AfD-Politiker Maximilian Krah aus der EU-Delegation ausgeschlossen
Paukenschlag bei der AfD: Maximilian Krah, der Spitzenkandidat der Partei für die Europawahl, wird nicht Teil der künftigen AfD-Delegation im Europaparlament sein. Die neu gewählten AfD-Abgeordneten stimmten bei ihrer konstituierenden Sitzung dafür, Krah nicht aufzunehmen. Dies gab Krah selbst bekannt. Acht Abgeordnete stimmten für den Ausschluss, vier dagegen und drei enthielten sich. Trotz dieser Entscheidung wird Krah „selbstverständlich“ ins Europaparlament einziehen, wie ein Sprecher der AfD mitteilte.
Unklare Zukunft für Bystron
Die Entscheidung wurde unter anderem mit möglichen Verhandlungen mit der französischen Partei Rassemblement National (RN) von Marine Le Pen über die Bildung einer gemeinsamen Fraktion im Europaparlament begründet. Krah kritisierte diesen Schritt als strategisch falsch, betonte jedoch, die Entscheidung zu respektieren.

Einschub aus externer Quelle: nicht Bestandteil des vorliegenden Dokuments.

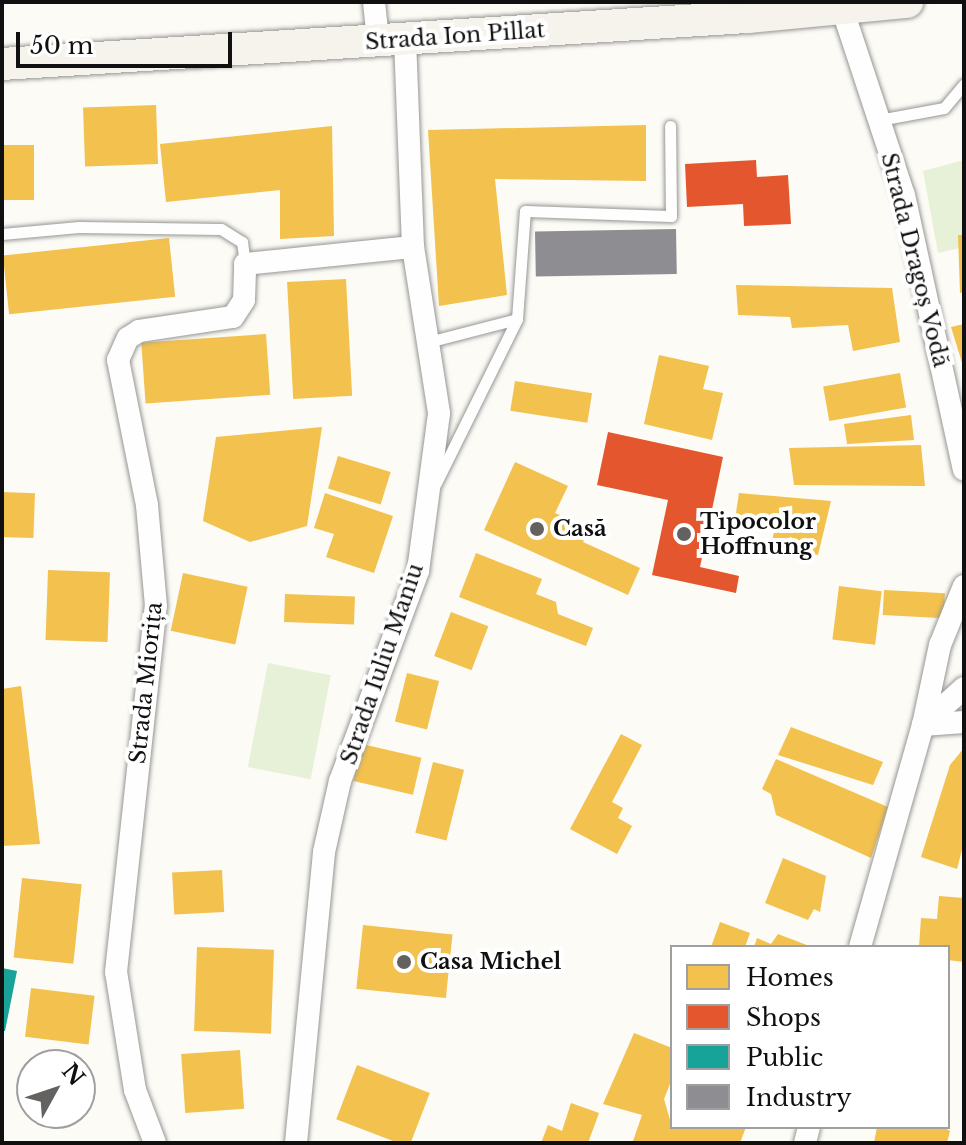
<!DOCTYPE html>
<meta charset="utf-8">
<style>
body{margin:0}
#map{position:relative;width:966px;height:1145px;overflow:hidden;background:#fcfbf6;font-family:"Libre Baskerville",serif}
div>[style]{position:absolute}
.green>*{inset:0;background:#e7f1d7;transform-origin:0 0}
.homes>*{inset:0;background:#f2c14e;transform-origin:0 0}
.shops>*{inset:0;background:#e4572e}
.public>*{inset:0;background:#17a398}
.industry>*{inset:0;background:#8d8d92;transform-origin:0 0}
.roads{filter:drop-shadow(0 0 2px #969694) drop-shadow(0 0 2px #969694)}
.lane>*{height:11px;margin:-5.5px;padding:0 5.5px;transform-origin:5.5px;border-radius:5.5px;background:#fffefe}
.street>*{height:22px;margin:-11px;padding:0 11px;transform-origin:11px;border-radius:11px;background:#fffefe}
.secondary>*{height:32px;margin:-16px;padding:0 16px;transform-origin:16px;border-radius:16px;background:#f5f3eb}
.dots>*{width:22px;height:22px;translate:-50% -50%;box-sizing:border-box;border:4px solid #fff;border-radius:50%}
span{translate:-50% -50%;white-space:nowrap;text-align:center;line-height:1.15;-webkit-text-stroke:8px #fff;paint-order:stroke}
.street-label{font-size:22px;color:#101010}
.poi-label{font-size:22px;color:#101010;font-weight:700}
.left{translate:0 -50%;text-align:left}
.frame{position:absolute;inset:0;border:4px solid #101010;pointer-events:none}
.legend{position:absolute;left:670px;top:945px;width:280px;height:184px;box-sizing:border-box;background:#fff;border:2px solid #9f9f9f;margin:0;padding:10px 14px;list-style:none;font-size:24px;color:#101010}
.legend li{display:flex;align-items:center;gap:16px;height:40px}
.legend b{width:40px;border:2px solid #9f9f9f}
.north{position:absolute;left:16px;top:1049px;width:80px;height:80px;box-sizing:border-box;background:#fff;border:2px solid #9f9f9f;border-radius:50%;rotate:50deg;font-size:22px;font-weight:700;line-height:32px;text-align:center;color:#101010}
.north::after{content:'';display:block;margin:auto;width:28px;height:36px;background:#636260;clip-path:polygon(50% 0,100% 100%,50% 72%,0 100%)}
.scale{position:absolute;left:16px;top:32px;width:216px;height:36px;box-sizing:border-box;border:4px solid #101010;border-top:0;padding-left:10px;font-size:24px;line-height:28px;white-space:nowrap;color:#101010;-webkit-text-stroke:6px #fff;paint-order:stroke}
</style>
<div id="map">
<div class="green">
<i style="clip-path:polygon(964px 160px,964px 247px,938px 253px,923px 171px)"></i>
<i style="left:268px;top:663px;width:64px;height:106px;rotate:11deg"></i>
</div>
<div class="homes">
<i style="left:156px;top:105px;width:59px;height:73px;rotate:88deg"></i>
<i style="clip-path:polygon(646px 125px,646px 181px,495px 179px,507px 295px,439px 306px,428px 130px)"></i>
<i style="clip-path:polygon(332px 126px,334px 236px,280px 239px,280px 190px,166px 202px,160px 144px)"></i>
<i style="left:2px;top:145px;width:32px;height:55px"></i>
<i style="clip-path:polygon(958px 235px,964px 235px,964px 292px,960px 293px)"></i>
<i style="left:169px;top:238px;width:59px;height:167px;rotate:84deg"></i>
<i style="left:346px;top:279px;width:117px;height:59px;rotate:87deg"></i>
<i style="clip-path:polygon(736px 285px,892px 288px,900px 342px,853px 351px,848px 325px,792px 328px,790px 317px,738px 315px)"></i>
<i style="clip-path:polygon(964px 324px,964px 366px,963px 366px,951px 327px)"></i>
<i style="left:266px;top:334px;width:61px;height:125px;rotate:86deg"></i>
<i style="clip-path:polygon(659px 355px,709px 366px,703px 389px,723px 393px,712px 440px,644px 424px)"></i>
<i style="left:900px;top:373px;width:35px;height:78px;rotate:80deg"></i>
<i style="left:515px;top:381px;width:78px;height:30px;rotate:9deg"></i>
<i style="clip-path:polygon(911px 415px,914px 440px,847px 444px,844px 424px)"></i>
<i style="clip-path:polygon(322px 427px,307px 526px,250px 542px,203px 521px,216px 437px)"></i>
<i style="clip-path:polygon(921px 445px,925px 486px,794px 485px,789px 448px)"></i>
<i style="left:338px;top:456px;width:55px;height:34px;rotate:17deg"></i>
<i style="clip-path:polygon(515px 462px,568px 486px,555px 513px,590px 528px,583px 542px,640px 568px,628px 595px,484px 530px)"></i>
<i style="left:2px;top:492px;width:33px;height:45px;rotate:2deg"></i>
<i style="clip-path:polygon(325px 493px,393px 516px,374px 573px,326px 557px,334px 534px,314px 528px)"></i>
<i style="clip-path:polygon(739px 493px,831px 501px,818px 555px,771px 546px,776px 522px,735px 519px)"></i>
<i style="clip-path:polygon(476px 553px,542px 579px,536px 594px,556px 602px,558px 614px,593px 628px,586px 646px,459px 597px)"></i>
<i style="left:48px;top:570px;width:62px;height:70px;rotate:2deg"></i>
<i style="left:183px;top:573px;width:66px;height:59px;rotate:12deg"></i>
<i style="left:839px;top:586px;width:43px;height:54px;rotate:7deg"></i>
<i style="left:884px;top:590px;width:61px;height:25px;rotate:3deg"></i>
<i style="left:285px;top:594px;width:70px;height:28px;rotate:2deg"></i>
<i style="left:451px;top:612px;width:40px;height:47px;rotate:21deg"></i>
<i style="left:407px;top:673px;width:33px;height:50px;rotate:14deg"></i>
<i style="clip-path:polygon(21px 686px,40px 844px,2px 846px,2px 689px)"></i>
<i style="clip-path:polygon(791px 727px,883px 762px,873px 785px,778px 755px)"></i>
<i style="clip-path:polygon(621px 734px,642px 745px,612px 802px,623px 808px,618px 818px,632px 826px,617px 854px,570px 829px)"></i>
<i style="left:362px;top:744px;width:61px;height:38px;rotate:13deg"></i>
<i style="clip-path:polygon(964px 748px,964px 842px,957px 869px,921px 857px,950px 765px)"></i>
<i style="clip-path:polygon(776px 759px,888px 807px,871px 858px,776px 815px,771px 794px,762px 789px)"></i>
<i style="left:433px;top:762px;width:32px;height:73px;rotate:14deg"></i>
<i style="clip-path:polygon(783px 858px,826px 876px,820px 912px,814px 909px,808px 920px,765px 903px)"></i>
<i style="left:222px;top:870px;width:42px;height:50px;rotate:87deg"></i>
<i style="left:22px;top:878px;width:60px;height:80px;rotate:6deg"></i>
<i style="clip-path:polygon(939px 896px,964px 898px,964px 962px,948px 960px,948px 947px,919px 947px,921px 918px,937px 919px)"></i>
<i style="clip-path:polygon(720px 922px,750px 933px,745px 947px,711px 947px)"></i>
<i style="left:363px;top:925px;width:90px;height:64px;rotate:6deg"></i>
<i style="clip-path:polygon(778px 934px,812px 947px,754px 947px,757px 938px,771px 944px)"></i>
<i style="left:197px;top:947px;width:77px;height:84px;rotate:2deg"></i>
<i style="left:31px;top:988px;width:64px;height:49px;rotate:7deg"></i>
<i style="clip-path:polygon(634px 1033px,672px 1048px,672px 1079px,664px 1099px,672px 1127px,746px 1127px,740px 1143px,633px 1141px,642px 1115px,603px 1104px)"></i>
<i style="left:240px;top:1050px;width:59px;height:59px;rotate:86deg"></i>
<i style="clip-path:polygon(78px 1057px,80px 1065px,47px 1065px,47px 1064px)"></i>
<i style="left:357px;top:1065px;width:78px;height:58px;rotate:21deg"></i>
<i style="clip-path:polygon(81px 1071px,90px 1109px,80px 1112px,80px 1072px)"></i>
<i style="clip-path:polygon(571px 1103px,599px 1113px,588px 1143px,541px 1143px,548px 1125px,562px 1131px)"></i>
<i style="clip-path:polygon(877px 1127px,943px 1127px,950px 1131px,947px 1143px,874px 1143px)"></i>
</div>
<div class="shops">
<i style="clip-path:polygon(756px 160px,757px 177px,788px 175px,791px 224px,744px 226px,743px 204px,687px 207px,685px 164px)"></i>
<i style="clip-path:polygon(608px 432px,723px 457px,700px 567px,739px 576px,736px 593px,652px 575px,668px 500px,597px 485px)"></i>
</div>
<div class="public">
<i style="clip-path:polygon(2px 968px,17px 971px,5px 1031px,2px 1031px)"></i>
</div>
<div class="industry">
<i style="left:676px;top:229px;width:45px;height:141px;rotate:89deg"></i>
</div>
<div class="roads">
<div class="lane">
<i style="left:879px;top:120px;width:66px;rotate:-10.5deg"></i>
<i style="left:944px;top:108px;width:31px;rotate:-50deg"></i>
<i style="left:2px;top:234px;width:77px;rotate:-5.2deg"></i>
<i style="left:79px;top:227px;width:142px;rotate:0.8deg"></i>
<i style="left:221px;top:229px;width:25px;rotate:32deg"></i>
<i style="left:242px;top:242px;width:22px;rotate:82deg"></i>
<i style="left:428px;top:342px;width:92px;rotate:-14.5deg"></i>
<i style="left:517px;top:319px;width:108px;rotate:-85.8deg"></i>
<i style="left:525px;top:211px;width:146px;rotate:2deg"></i>
<i style="left:671px;top:216px;width:90px;rotate:-90.6deg"></i>
<i style="left:436px;top:483px;width:183px;rotate:-63.7deg"></i>
</div>
<div class="street">
<i style="left:374px;top:2px;width:39px;rotate:84deg"></i>
<i style="left:840px;top:2px;width:203px;rotate:71.7deg"></i>
<i style="left:904px;top:195px;width:281px;rotate:77.7deg"></i>
<i style="left:964px;top:586px;width:64px;rotate:112.1deg"></i>
<i style="left:940px;top:645px;width:82px;rotate:102deg"></i>
<i style="left:923px;top:725px;width:41px;rotate:-4.2deg"></i>
<i style="left:860px;top:947px;width:231px;rotate:-74.2deg"></i>
<i style="left:923px;top:725px;width:55px;rotate:-42.1deg"></i>
<i style="left:155px;top:1143px;width:57px;rotate:-110.7deg"></i>
<i style="left:135px;top:1090px;width:120px;rotate:-99.1deg"></i>
<i style="left:116px;top:972px;width:368px;rotate:-83.8deg"></i>
<i style="left:156px;top:606px;width:101px;rotate:-95.1deg"></i>
<i style="left:147px;top:505px;width:148px;rotate:-101.3deg"></i>
<i style="left:118px;top:360px;width:24px;rotate:-66deg"></i>
<i style="left:128px;top:338px;width:13px;rotate:-32deg"></i>
<i style="left:139px;top:331px;width:95px;rotate:-8.5deg"></i>
<i style="left:233px;top:317px;width:20px;rotate:-57deg"></i>
<i style="left:244px;top:300px;width:36px;rotate:-88deg"></i>
<i style="left:245px;top:264px;width:169px;rotate:-5.8deg"></i>
<i style="left:296px;top:1143px;width:292px;rotate:-84.5deg"></i>
<i style="left:324px;top:852px;width:73px;rotate:-77.3deg"></i>
<i style="left:340px;top:781px;width:224px;rotate:-69.6deg"></i>
<i style="left:418px;top:571px;width:159px;rotate:-82.4deg"></i>
<i style="left:439px;top:413px;width:168px;rotate:-98.9deg"></i>
<i style="left:413px;top:247px;width:207px;rotate:-92.2deg"></i>
<i style="left:805px;top:1143px;width:16px;rotate:-76deg"></i>
</div>
<div class="secondary">
<i style="left:2px;top:64px;width:747px;rotate:-3.61deg"></i>
<i style="left:748px;top:17px;width:160px;rotate:-5.4deg"></i>
</div>
</div>
<div class="dots">
<i style="left:537px;top:529px;background:#636260"></i>
<i style="left:684px;top:534px;background:#636260"></i>
<i style="left:404px;top:962px;background:#636260"></i>
</div>
<div class="street-label">
<span style="left:455px;top:36px;rotate:-4deg">Strada Ion Pillat</span>
<span style="left:915px;top:260px;rotate:76deg">Strada Dragoș Vodă</span>
<span style="left:382px;top:664px;rotate:-71deg">Strada Iuliu Maniu</span>
<span style="left:146px;top:683px;rotate:-84deg">Strada Miorița</span>
</div>
<div class="poi-label">
<span class="left" style="left:700px;top:534px">Tipocolor<br>Hoffnung</span>
<span class="left" style="left:553px;top:529px">Casă</span>
<span class="left" style="left:420px;top:962px">Casa Michel</span>
</div>
<div class="frame"></div>
<ul class="legend">
<li><b style="height:22px;background:#f2c14e"></b>Homes</li>
<li><b style="height:22px;background:#e4572e"></b>Shops</li>
<li><b style="height:22px;background:#17a398"></b>Public</li>
<li><b style="height:22px;background:#8d8d92"></b>Industry</li>
</ul>
<div class="north">N</div>
<div class="scale">50 m</div>
</div>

Der Thüringer Landtagsabgeordnete René Aust wurde zum Leiter der AfD-Delegation in Brüssel gewählt. Er strebt Gespräche mit dem RN zu einer Wiederaufnahme in die ID-Fraktion an. Das Schicksal des Listen-Zweiten, Petr Bystron, bleibt unklar. Gegen Bystron gibt es Vorwürfe, er habe Geld aus Russland angenommen, die er jedoch per eidesstattlicher Versicherung als falsch zurückwies.
Krah in der Kritik
Maximilian Krah war wegen möglicher Verbindungen zu prorussischen Netzwerken sowie China-Verbindungen in die Schlagzeilen geraten. Zusätzliche Kritik erntete er für verharmlosende Äußerungen zur nationalsozialistischen SS. Kurz vor der Wahl hatte die rechte ID-Fraktion im Europaparlament die AfD ausgeschlossen. Infolgedessen wurde Krah von seiner Partei kaltgestellt und durfte keine Wahlkampfauftritte mehr bestreiten – ein außergewöhnlicher Vorgang für einen Spitzenkandidaten.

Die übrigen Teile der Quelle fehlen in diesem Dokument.